Perspective contra-systémique ou alter-systémique : Le slogan 99% et le concept de peuple-classe .

Discussion sur le texte de Lilas.org.

Le site « Les lilas » - Libres d’Inventer Les Autres Solutions (LILAS) - a publié un article (non signé) nommé « Derrière les 99%… »
Il est lisible à cette adresse :
http://www.lilas.org/notre-demarche/derriere-les-99/

Ce texte est structuré sur quelques grands axes à discuter :

 Invisibilisation des classes populaires et majorité sociale

L’article propose une structuration classiste avec des chiffres : grosso modo 50 % d’employés et ouvriers plus 25 % d’intermédiaires forme un bloc d’en-bas de 75% % . Lire ce passage : « Les classes sociales sont loin d’avoir disparu – tout comme les ouvriers. Les classes populaires au sens strict, ouvriers et employés, représentent 48,8% de la population active. Quand elles font corps avec les professions intermédiaires (25,6%), elles sont ultra majoritaires (74.4%). Tandis que les « cadres sup » au sens des cadres administratifs, commerciaux et techniques d’entreprise et ingénieurs d’entreprise représentent 5,2% de la population totale ».

 Le mythe de la « moyennisation »

Louis Chauvel est d’abord cité : « les classes moyennes, en France, ce sont avant tout un projet de société » et non une réalité sociale. En résumé, la modernisation est un mythe qui porte un imaginaire de confort fondé sur la consommation de masse.

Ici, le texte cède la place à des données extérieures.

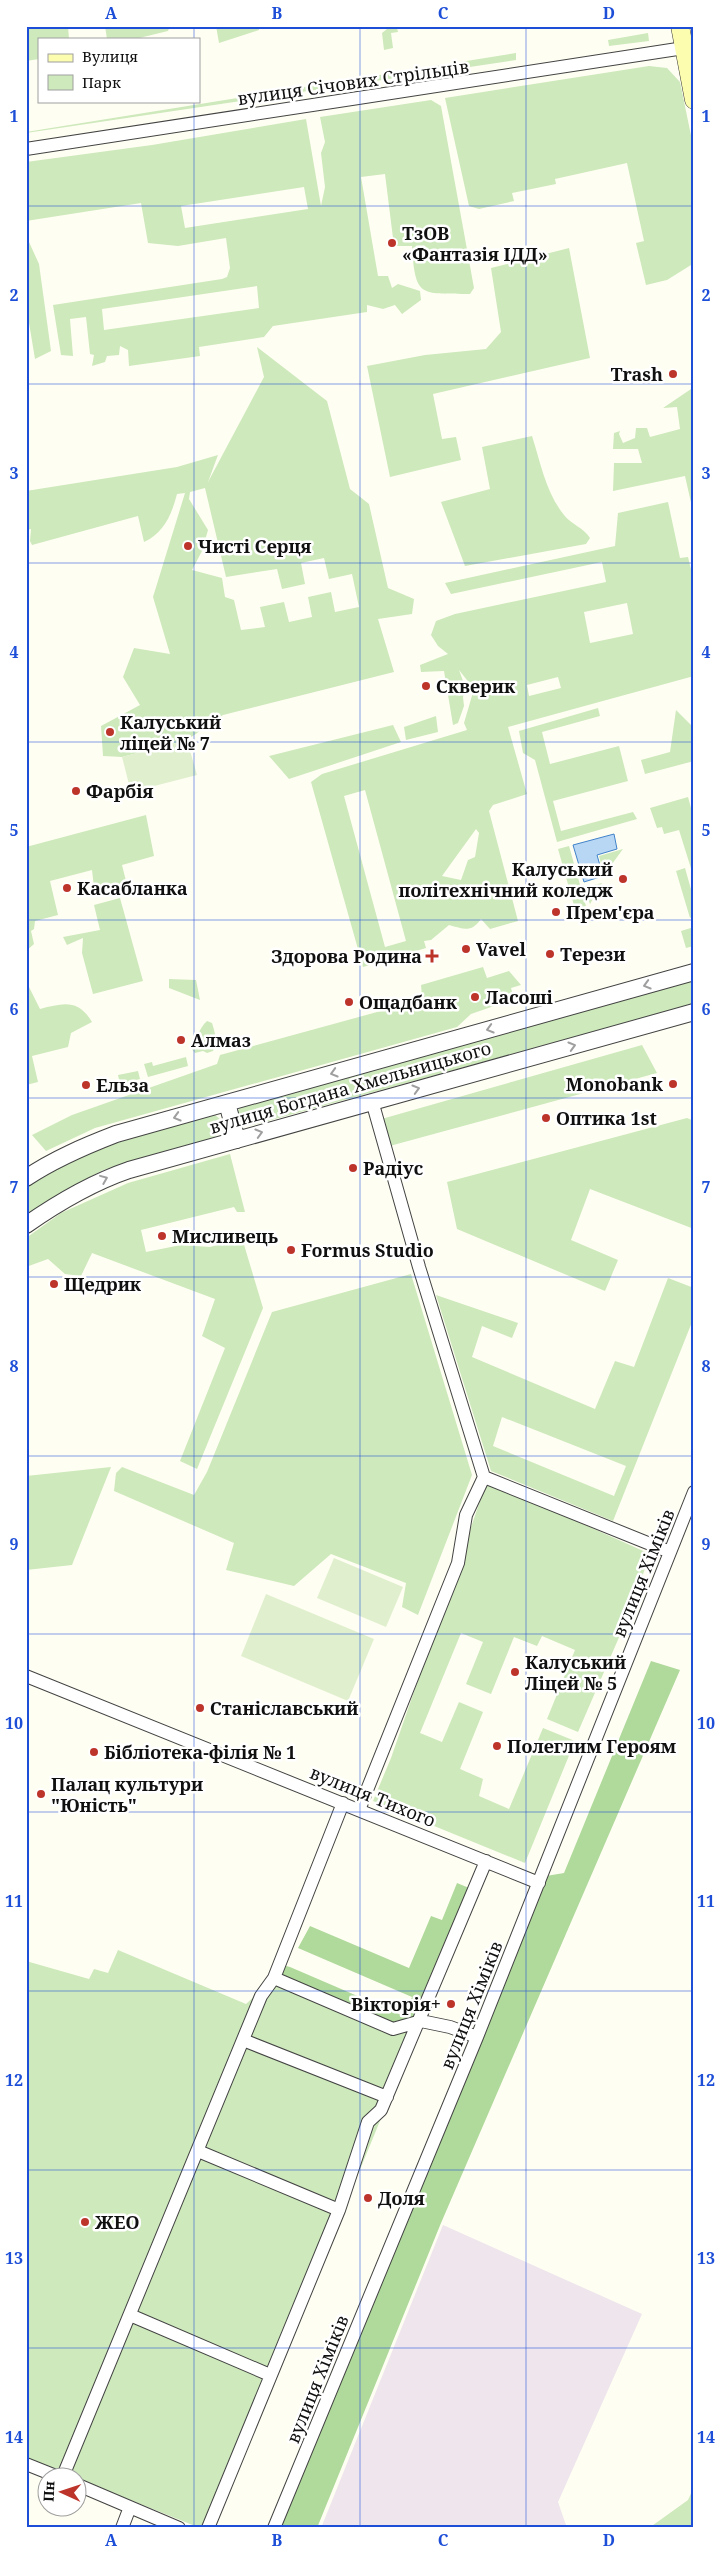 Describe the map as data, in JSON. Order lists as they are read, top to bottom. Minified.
{"streets":{"street":["вулиця Січових Стрільців","вулиця Богдана Хмельницького","вулиця Хіміків","вулиця Тихого"]},"crossings":[["вулиця Хіміків","вулиця Тихого"]],"places":{"other":["ТзОВ «Фантазія ІДД»","Trash","Чисті Серця","Скверик","Калуський ліцей № 7","Фарбія","Калуський політехнічний коледж","Касабланка","Прем'єра","Vavel","Терези","Ласоші","Ощадбанк","Алмаз","Monobank","Ельза","Оптика 1st","Радіус","Мисливець","Formus Studio","Щедрик","Калуський Ліцей № 5","Станіславський","Полеглим Героям","Бібліотека-філія № 1","Палац культури \"Юність\"","Вікторія+","Доля","ЖЕО"],"health":["Здорова Родина"]},"legend":["Вулиця","Парк"],"north":"left","grid":{"columns":["A","B","C","D"],"rows":["1","2","3","4","5","6","7","8","9","10","11","12","13","14"]}}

Soit. Mais il y a lieu d’être moins d’accord avec la suite : « Derrière le slogan des « 99% » se cache aussi le fantasme d’un peuple où les classes sociales ne pèsent plus et qui s’accommode au fond du fonctionnement du système. Ce peuple lisse de familles de cadres supérieurs heureux et souriants… »

Dans la construction du peuple-classe opposé à la classe dominante calée sur le 1% d’en-haut (Philippe Richard) il y a bien une forte critique du système capitaliste. Sans doute il existe bien une portée de simple alternance intra-systèmique qui s’accommode de l’essentiel du mode de production et de distribution du capitalisme mais on ne saurait ne pas voir une critique plus radicale, certes plurielle et diverse mais qui existe sur un mode anti-systémique ou alter-systémique malgré des contradictions sur certains aspects (sur l’immigration, sur la laïcité , sur l’Union Européenne, etc ). Il revient aux acteurs de la mobilisation sociale et démocratique de lui donner corps derrière un projet. Ici on cite souvent le fameux Warren Buffet qui sur CNN en 2005 affirma «  Il y a une guerre des classes, c’est un fait. Mais c’est ma classe, la classe des riches, qui mène cette guerre et qui est en train de la gagner.  » Reste à faire le point sur tous les lieux ou cette guerre est à mener.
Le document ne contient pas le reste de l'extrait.